But if you're thinking that these two hot stocks are done moving higher for the moment, you may find yourself pleasantly surprised. The return of a well-known catalyst -- cryptocurrency mining -- could be giving them a nice lift at the moment.
Cryptocurrency miners are snapping up AMD and NVIDIA GPUs
NVIDIA and AMD benefited from the cryptocurrency mining craze in a big way in 2017 and 2018, selling nearly $800 million worth of graphics cards to miners, according to third-party reports. But this was just one side of the story. That huge demand from cryptocurrency miners created a shortage of GPUs (graphics processing units), which led to a sharp increase in their prices.

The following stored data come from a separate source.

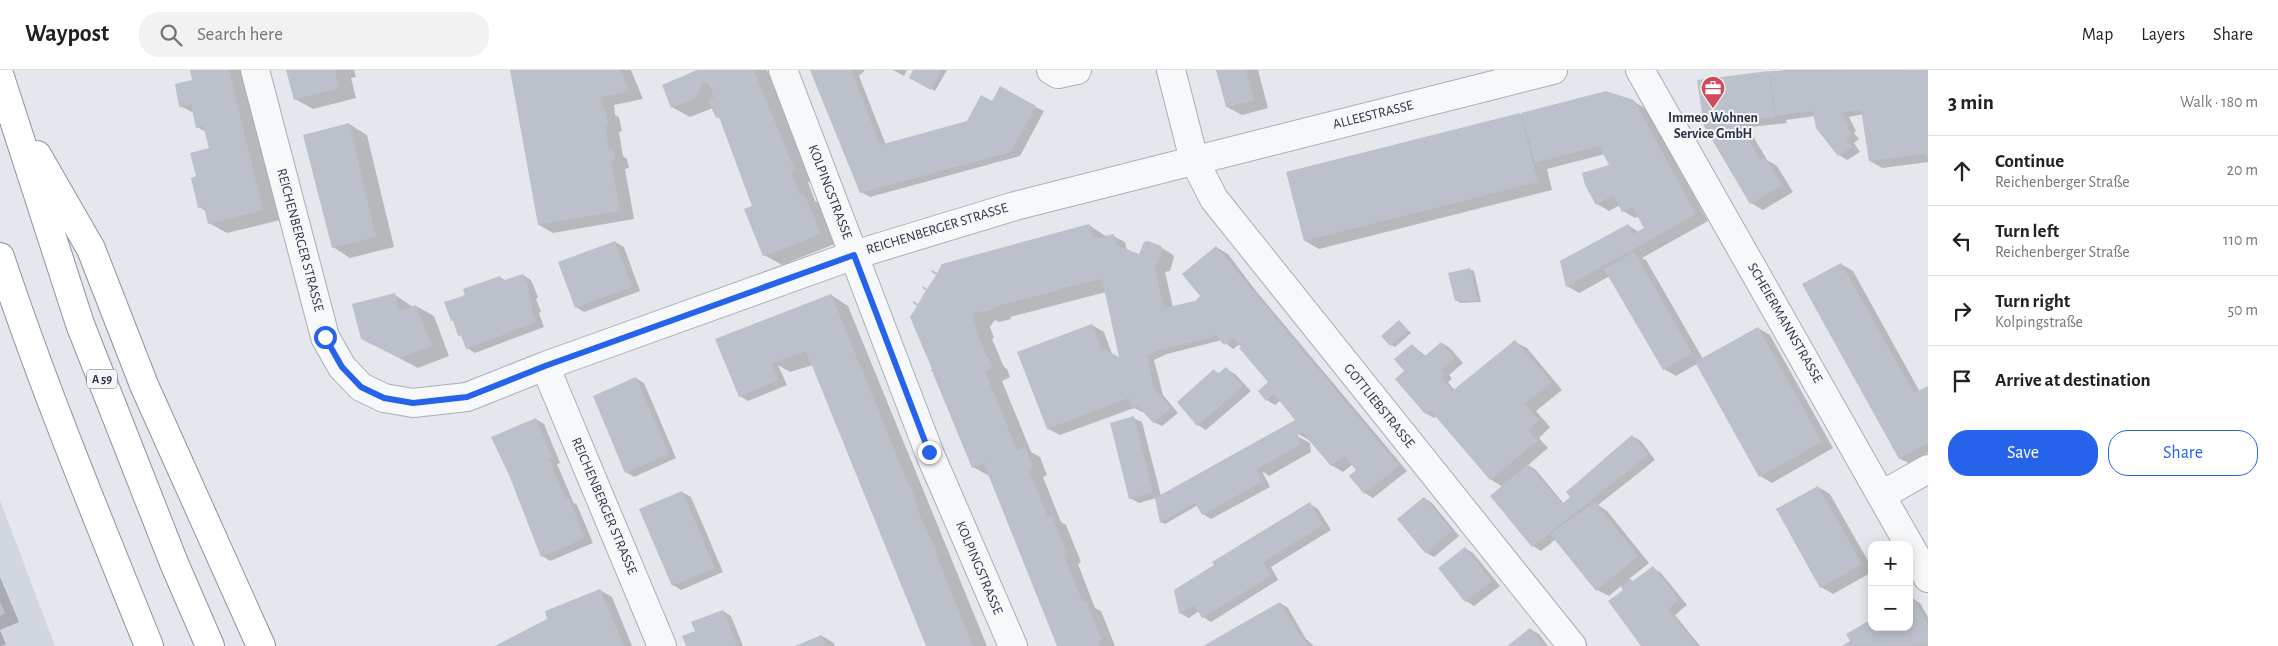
<!DOCTYPE html>
<meta charset="utf-8">
<style>
:root{--surface:#fff;--page:#f2f2f2;--text:#222;--muted:#767676;--line:#e0e0e0;--accent:#2563eb}
body{margin:0;font-family:"Alegreya Sans",sans-serif;background:var(--page);color:var(--text)}
.controls{position:absolute;right:15px;bottom:15px;display:grid;overflow:hidden;border-radius:10px;box-shadow:0 2px 12px #0003}
.controls button{width:45px;height:45px;display:grid;place-items:center;padding:0;border:0;border-bottom:1px solid var(--line);background:var(--surface);color:var(--text);font:25px sans-serif}
.stop{position:absolute;width:15px;height:15px;margin:-11px;border:4px solid #2563eb;border-radius:50%;background:#fff}
.stop.end{background:#2563eb;border-color:#fff;box-shadow:0 1px 5px #0008}
.list{margin:0;padding:0;list-style:none}
h2{display:flex;justify-content:space-between;align-items:center;height:65px;margin:0;padding:0 20px;font-size:21px}
h2 small{font-size:16px;font-weight:400;color:var(--muted)}
.list li{display:grid;grid-template-columns:32px 1fr auto;gap:15px;align-items:center;box-sizing:border-box;height:70px;padding:0 20px;border-top:1px solid var(--line)}
.list b{display:block;font-size:19px;white-space:nowrap}
.list p{margin:0;font-size:16px;white-space:nowrap;color:var(--muted)}
.list em{font-size:16px;font-style:normal;color:var(--muted)}
.actions{display:flex;gap:10px;padding:15px 20px}
.actions a{flex:1;padding:11px 0;border:1px solid var(--accent);border-radius:20px;text-align:center;font-size:18px;color:var(--accent)}
.actions .main{background:var(--accent);color:#fff}
.icon{flex:none;width:28px;height:28px;fill:none;stroke:currentColor;stroke-width:2;stroke-linecap:round;stroke-linejoin:round}
.map{position:relative;flex:none;width:1928px;height:576px;overflow:hidden}
header{display:flex;align-items:center;gap:30px;box-sizing:border-box;height:70px;padding:0 25px;background:var(--surface);border-bottom:1px solid var(--line)}
header strong{font-size:24px}
nav{display:flex;gap:28px;margin-inline-start:auto;font-size:18px}
.search{width:350px;height:45px;background:var(--page);display:flex;align-items:center;gap:12px;box-sizing:border-box;padding:0 18px;border-radius:20px;color:var(--muted);font-size:19px}
main{display:flex}
aside{flex:1;background:var(--surface)}
.map>svg:first-child{display:block}
.built{fill:#d2d6de}
.shadow{fill:#0003}
.building{fill:#bbc0ca}
.lines{fill:none;stroke-linecap:round;stroke-linejoin:round}
.minor-casing{stroke:#a9aeb7;stroke-width:30}
.highway-casing{stroke:#8b94a3;stroke-width:30}
.minor{stroke:#f7f8fa;stroke-width:28}
.highway{stroke:#fff;stroke-width:28}
.route{stroke:#2563eb;stroke-width:6}
.labels{text-anchor:middle;dominant-baseline:central;stroke-width:4;stroke-linejoin:round;paint-order:stroke}
.shield{fill:#f4f6f9;stroke:#676e7b;stroke-width:1}
.shield-label{font-size:12px;font-weight:bold;fill:#2b3445}
.street-label{font-size:14px;fill:#2b3445;stroke:#f4f6f9}
.poi-label{font-size:14px;font-weight:bold;fill:#2b3445;stroke:#f4f6f9}
</style>
<header>
<strong>Waypost</strong>
<div class="search"><svg class="icon" aria-label="search" viewBox="0 0 24 24"><circle cx="10" cy="10" r="6"/><path d="M15 15l6 6"/></svg>Search here</div>
<nav><a>Map</a><a>Layers</a><a>Share</a></nav>
</header>
<main>
<div class="map">
<svg width="1928" height="576" viewBox="0 0 1928 576">
<rect width="100%" height="100%" fill="#e4e7ec"/>
<path class="built" d="M0 430 55 576H0Z"/>
<path class="shadow" d="M191 0H244L280 150 227 163 209 153 206 141 199 137 198 107 211 79 206 62 197 57 194 43 180 36 194 11Z
M288 0H354L356 7 351 8 356 28 313 39 295 29Z
M512 0H631L643 29 614 35 615 45 619 47 622 61 619 62 623 86 627 89 629 98 625 99 634 149 553 163 539 155Z
M700 0H767L812 111 808 112 815 131 822 135 837 173 782 195 764 185 754 136 721 49 717 47 713 38 690 47 672 37Z
M812 0H865L859 6 886 75 968 52 992 33 1035 37 1044 41 1020 86 870 127 861 122Z
M893 0H907L904 6Z
M914 0H947L935 21 910 7Z
M1217 0H1258L1268 38 1242 45 1227 37Z
M1785 0H1928V92L1882 98 1870 91 1864 44 1849 47 1856 61 1854 63 1859 69 1854 73 1860 82 1847 90 1839 85 1815 46 1786 50 1787 53 1752 57 1753 66 1767 90 1777 96 1793 122 1763 140 1751 133 1705 56 1769 2 1771 4V2Z
M1633 31 1646 39 1708 151 1642 188 1646 190 1703 289 1758 258 1770 265 1833 378 1772 413 1760 406 1697 294 1676 306 1664 299 1610 206 1579 223 1567 216 1628 155 1639 162 1646 158 1639 146 1635 148 1623 141 1620 135 1609 141 1597 134 1611 96 1605 84 1547 99 1552 120 1319 179 1305 171 1520 44 1524 46Z
M349 54 367 65 394 177 350 188 333 177Z
M1089 155 1107 167 1113 166 1125 172 1127 181 1139 186 1160 177 1172 184 1174 187 1170 201 1165 202 1173 237 1195 232 1202 226 1216 177 1228 184 1256 221 1407 401 1373 428 1365 423 1351 406 1358 400 1353 394 1343 402 1331 395 1309 370 1293 361 1292 363 1310 373 1311 382 1269 406 1262 401 1270 417 1211 449 1203 444 1198 435 1165 454 1161 452 1156 428 1139 433 1130 428 1133 348 1142 352 1161 426 1297 350 1281 330 1275 335 1267 330 1269 312 1240 274 1233 279 1222 270 1167 284 1154 290 1163 325 1178 343 1162 356 1153 352 1144 341 1142 342 1134 338 1060 365 1048 359 1092 255 1104 262 1112 284 1122 289 1106 222 1010 247 1011 249 999 252 995 250 990 257 994 268 992 269 1004 297 1007 299 1010 307 1002 311 1031 382 1040 387 1047 405 1043 407 1061 452 1066 455 1081 492 1078 494 1095 538 1101 541 1115 576H1058L991 407 973 397 912 247Z
M615 172 624 177 640 221 584 242 576 237Z
M1841 194 1853 201 1920 322 1928 317V383L1909 393 1900 389 1876 344Z
M1469 199 1474 201 1481 232 1460 233 1456 230Z
M523 205 531 210 538 227 536 229 541 242 539 243 544 257 475 283 467 278 463 267 459 265 466 226 500 207 506 211Z
M395 225 413 237 416 236 434 246 449 286 418 298 380 278Z
M831 225 848 236 987 576H927L813 295 790 302 778 295 787 315 748 331 740 326Z
M1399 252 1411 263 1395 277 1391 275Z
M1515 272 1527 278 1562 320 1536 341 1550 357 1539 368 1548 378 1528 395 1536 400 1564 434 1606 391 1604 389 1632 366 1641 371 1655 390 1598 435 1607 441 1649 493 1629 509 1634 512 1653 498 1661 503 1687 535 1675 545 1700 576H1644L1625 520 1621 516 1609 526 1597 520 1556 469 1541 481 1533 476 1503 417 1490 409 1437 346 1434 348 1425 343 1406 301 1412 275 1426 286 1442 273 1450 278 1463 293 1449 305 1452 309 1448 312 1455 321Z
M1226 299 1235 304 1251 321 1206 360 1198 355 1215 301 1220 304Z
M636 308 644 313 676 388 634 407 626 402Z
M536 349 544 354 560 393 557 394 569 422 573 432 577 435 593 473 550 491 542 486 510 404Z
M1818 417 1830 424 1872 498V502L1833 524 1821 517Z
M682 422 691 427 723 502 681 520 673 515Z
M1424 428 1432 433 1459 466 1434 487 1425 482Z
M1310 434 1318 439 1331 460 1271 497 1278 510 1211 552 1203 547 1199 541 1189 548 1180 543Z
M1465 478 1473 483 1500 516 1474 536 1466 531Z
M0 507 19 552 0 560Z
M600 520 612 527 632 576H498Z
M1912 528 1920 533 1928 547V576H1844L1872 557H1909Z
M1280 533 1288 538 1306 569 1314 576H1206Z
M723 541 731 546 743 576H688L697 562Z
M1530 559 1539 564 1548 576H1509Z
M0 560 6 574 3 576H0Z
M822 566 834 573 835 576H798Z"/>
<path class="building" d="M190 0H229L263 140 208 154 204 137 198 138 191 108 196 106 190 83 209 78 203 56 196 58 191 34 179 37 175 14 192 10Z
M286 0H335L339 18 294 30Z
M510 0H620L629 21 600 27 602 38 605 37 608 54H605L609 79H613L615 90 611 91 620 141 538 155Z
M697 0H754L795 101 791 102 800 125 804 123 820 163 802 172 763 186 744 139 752 136 719 47 716 48 708 30 714 28 709 14 703 12 696 28 671 38 662 15Z
M810 0H851L880 75 967 51 981 25 992 31 1000 16 1036 36 1011 82 860 123Z
M913 0H941L931 20 909 8Z
M1216 0H1246L1254 30 1226 37Z
M1928 0V88L1925 84 1869 91 1861 40 1841 43 1849 56 1847 58 1852 64 1846 68 1852 77 1838 86 1816 58 1813 41 1776 46 1770 1Z
M1769 1 1775 47 1740 51 1742 58 1760 90 1765 87 1782 115 1750 134 1704 56 1697 10Z
M1606 21 1634 30 1696 144 1566 217 1560 191 1628 154 1633 164 1644 158 1632 137 1622 142 1613 125 1596 135 1585 115 1582 103 1609 95 1599 76 1535 93 1521 43Z
M1520 43 1538 112 1304 171 1286 102Z
M349 53 376 167 332 178 303 65Z
M1089 154 1093 169 1114 164 1116 175 1139 184 1144 172 1148 171 1161 176 1163 180 1158 194 1154 195 1164 238 1195 231 1200 226 1182 204 1216 176 1399 396 1364 424 1349 406 1356 400 1344 386 1331 396 1302 362 1298 365 1300 375 1256 400 1262 412 1202 445 1195 433 1160 453 1155 428 1295 350 1274 324 1266 331 1258 321 1268 312 1239 278 1241 277 1233 268 1224 275 1215 264 1211 268 1158 280 1147 286 1154 319 1171 338 1153 353 1137 335 1133 339 1129 328 1047 359 1017 282 1092 254 1100 277 1119 287 1102 209 1056 220 1057 221 993 237 994 239 980 243 977 240 973 246 977 258 975 259 987 288H989L993 297 985 301 1017 380 1025 377 1033 397 1029 399 1048 447 1052 445 1067 484 1064 486 1083 533 1086 531 1102 570 1098 572 1100 576H1057L984 394 991 390 972 398 932 301H930L932 299 910 247 917 236 913 233V231L918 234 926 220 922 218 923 216 927 219 936 205 931 202 932 200 937 203 942 194Z
M615 171 632 217 575 238 558 192Z
M1634 182 1692 283 1663 300 1604 199Z
M1841 193 1914 323 1928 316V373L1899 389 1802 214Z
M1470 198 1478 231H1455L1448 203Z
M523 204 530 222 528 223 533 237 531 238 536 252 466 279 461 265 458 266 453 251H451L444 232 465 225 463 219 500 206 502 211Z
M395 223 399 241 416 235 432 276 399 288 361 269 352 234Z
M831 224 906 409 912 420 920 446 937 482 935 483 973 576H926L806 281 772 293 779 310 739 327 715 269Z
M1399 250 1408 260 1390 276 1381 266Z
M1758 257 1822 372 1759 407 1695 292Z
M1515 270 1551 312 1525 334 1539 350 1528 360 1537 371 1490 410 1430 340 1425 344 1395 309 1404 301 1394 289 1412 274 1424 287 1441 272 1455 288 1441 300 1445 304 1441 307 1452 321Z
M1226 297 1243 316 1197 356 1177 332 1214 299 1218 304Z
M636 307 669 384 625 403 593 326Z
M1134 346 1153 422 1129 429 1110 353Z
M536 348 553 388 549 389 560 416 566 429H569L585 468 541 487 509 405 491 367Z
M1632 365 1648 385 1532 477 1490 426 1528 394 1562 434 1570 427 1566 422Z
M1818 416 1862 494 1820 518 1776 439Z
M682 421 715 498 672 516 639 439Z
M1424 427 1452 461 1425 483 1397 449Z
M1310 432 1323 455 1263 492 1271 506 1202 548 1194 535 1179 544 1174 520 1214 495 1212 492Z
M1595 432 1638 486 1596 521 1550 464Z
M1465 477 1492 511 1465 532 1438 498Z
M1653 496 1679 530 1668 539 1697 576H1641L1608 531 1623 520 1621 517 1631 509 1633 511Z
M600 519 624 576H495L547 549 545 541Z
M1912 526 1928 555V575L1842 576 1850 571 1846 564 1872 549V557H1909V528Z
M0 531 5 543 0 546Z
M1280 532 1298 562 1309 576H1203Z
M723 540 737 576H686L682 566 695 561 691 552Z
M1530 558 1545 576H1507Z
M822 565 826 576H795Z"/>
<g class="lines">
<defs>
<path id="minor" d="M255 0 325 267 342 297 361 317 384 328 413 333 467 327 545 296 854 185 1015 136 1553 0
M783 0 929 382 1013 576
M1051 0 1058 4 1077 0
M1171 0 1194 90 1214 129 1572 576
M1640 0 1928 508
M545 296 662 576
M1882 425 1928 399"/>
<path id="highway" d="M0 7 80 254 174 493 210 576
M37 85 91 179 144 315 261 576
M0 187C44 319 97 447 149 576"/>
</defs>
<use href="#minor" class="minor-casing"/>
<use href="#highway" class="highway-casing"/>
<use href="#minor" class="minor"/>
<use href="#highway" class="highway"/>
</g>
<g class="lines">
<path class="route" d="M325 267 342 297 361 317 384 328 413 333 467 327 545 296 854 185 929 382"/>
</g>
<defs>
<symbol id="office-pin" viewBox="-11 -11 22 30"><path d="M0 17L-7.5 6A9.5 9.5 0 1 1 7.5 6Z" fill="#d1495b" stroke="#f4f6f9"/><path d="M-6-3h4V-5.5h4V-3h4V5H-6ZM-1-4.5V-3h2v-1.5ZM-6 0V1H6V0Z" fill="#fff"/></symbol>
</defs>
<g fill-rule="evenodd">
<use href="#office-pin" x="1699" y="4" width="28" height="38"/>
</g>
<g class="labels">
<rect class="shield" x="87" y="299.5" width="30" height="19" rx="4"/>
<g class="shield-label">
<text x="102" y="309">A 59</text>
</g>
<g class="street-label">
<text transform="translate(1373 45) rotate(-14)">ALLEESTRASSE</text>
<text transform="translate(830 122) rotate(69)">KOLPINGSTRASSE</text>
<text transform="translate(937 159) rotate(-17)">REICHENBERGER STRASSE</text>
<text transform="translate(300 170) rotate(75)">REICHENBERGER STRASSE</text>
<text transform="translate(1785 253) rotate(60)">SCHEIERMANNSTRASSE</text>
<text transform="translate(1379 336) rotate(51)">GOTTLIEBSTRASSE</text>
<text transform="translate(604 436) rotate(67)">REICHENBERGER STRASSE</text>
<text transform="translate(979 498) rotate(67)">KOLPINGSTRASSE</text>
</g>
<g class="poi-label">
<text x="1713" y="48">Immeo Wohnen<tspan x="1713" dy="16">Service GmbH</tspan></text>
</g>
</g>
</svg>
<div class="controls">
<button>+</button>
<button>−</button>
</div>
<div class="stop" style="left:325px;top:267px"></div>
<div class="stop end" style="left:929px;top:382px"></div>
</div>
<aside>
<h2>3 min<small>Walk · 180 m</small></h2>
<ul class="list">
<li><svg class="icon" aria-label="ahead" viewBox="0 0 24 24"><path d="M12 20V5M6 11l6-6 6 6"/></svg><div><b>Continue</b><p>Reichenberger Straße</p></div><em>20 m</em></li>
<li><svg class="icon" aria-label="left" viewBox="0 0 24 24"><path d="M17 20v-9H6M10 6l-5 5 5 5"/></svg><div><b>Turn left</b><p>Reichenberger Straße</p></div><em>110 m</em></li>
<li><svg class="icon" aria-label="right" viewBox="0 0 24 24"><path d="M7 20v-9h11M14 6l5 5-5 5"/></svg><div><b>Turn right</b><p>Kolpingstraße</p></div><em>50 m</em></li>
<li><svg class="icon" aria-label="arrive" viewBox="0 0 24 24"><path d="M6 21V4h12l-3 4 3 4H6"/></svg><div><b>Arrive at destination</b></div></li>
</ul>
<div class="actions"><a class="main">Save</a><a>Share</a></div>
</aside>
</main>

A similar trend seems to be playing out after the recent releases of AMD and NVIDIA's latest-generation cards, which promise huge performance gains over their predecessors. The new GPUs are already hard to come by, and the shortages are anticipated to last well into 2021.
Wall Street sees heavy GPU purchases by cryptocurrency miners as one of the reasons for this shortage. According to RBC Capital Markets, NVIDIA reportedly sold $175 million worth of its RTX 30 series graphics cards to miners in its fiscal third quarter, which ended on Oct. 25. That's an impressive figure considering that it didn't start to launch the new GPUs until the second half of September.
If that's indeed the case, then it is not surprising to see why this is happening, as NVIDIA's new-generation GPUs are reportedly much faster at mining. On the other hand, there are rumors that AMD's latest RX 6000 series cards are also well-suited to the task, with the RX 6800 said to be substantially faster than NVIDIA's RTX 3090.
Given that the prices of cryptocurrencies such as bitcoin and Ethereum have rallied strongly of late, AMD and NVIDIA could continue to experience significant mining-related demand. Though this would be bad news for video gaming enthusiasts, the chipmakers are likely to laugh their way to the bank as the shortages give them pricing power.
Don't forget these growth drivers
NVIDIA's video gaming business accounted for 48% of its revenue last quarter, and sales in the segment grew by 37% year over year. AMD also clocked impressive Q3 growth of 31% year over year in its computing and graphics segment, which accounts for almost 60% of its total revenue. Based on current end-market conditions, both companies could sustain this momentum for a while.
But investors should note that demand from cryptocurrency miners would only add to the existing tailwinds that both companies enjoy. AMD, for instance, has witnessed a huge spike in semi-custom revenue thanks to the recent launches of new gaming consoles from Microsoft and Sony. Additionally, AMD has been taking away market share from Intel consistently in the CPU (central processing unit) space thanks to its superior offerings.
NVIDIA, on the other hand, is witnessing strong growth quarter after quarter in its data center business (which produces 40% of its revenue). That segment still has a lot of growth to offer thanks to the rising demand for workhorse hardware to support artificial intelligence applications and other high-performance computing tasks. The chipmaker is also looking to make a dent in the nascent but promising market for autonomous cars.
In the end, both NVIDIA and AMD have multiple tailwinds propelling their businesses, and these could send their share prices higher. The combination of heavy purchases by cryptocurrency miners and the already-heavy demand from the video gaming market makes both of these growth stocks worth holding on to, even after their solid runs upward in 2020.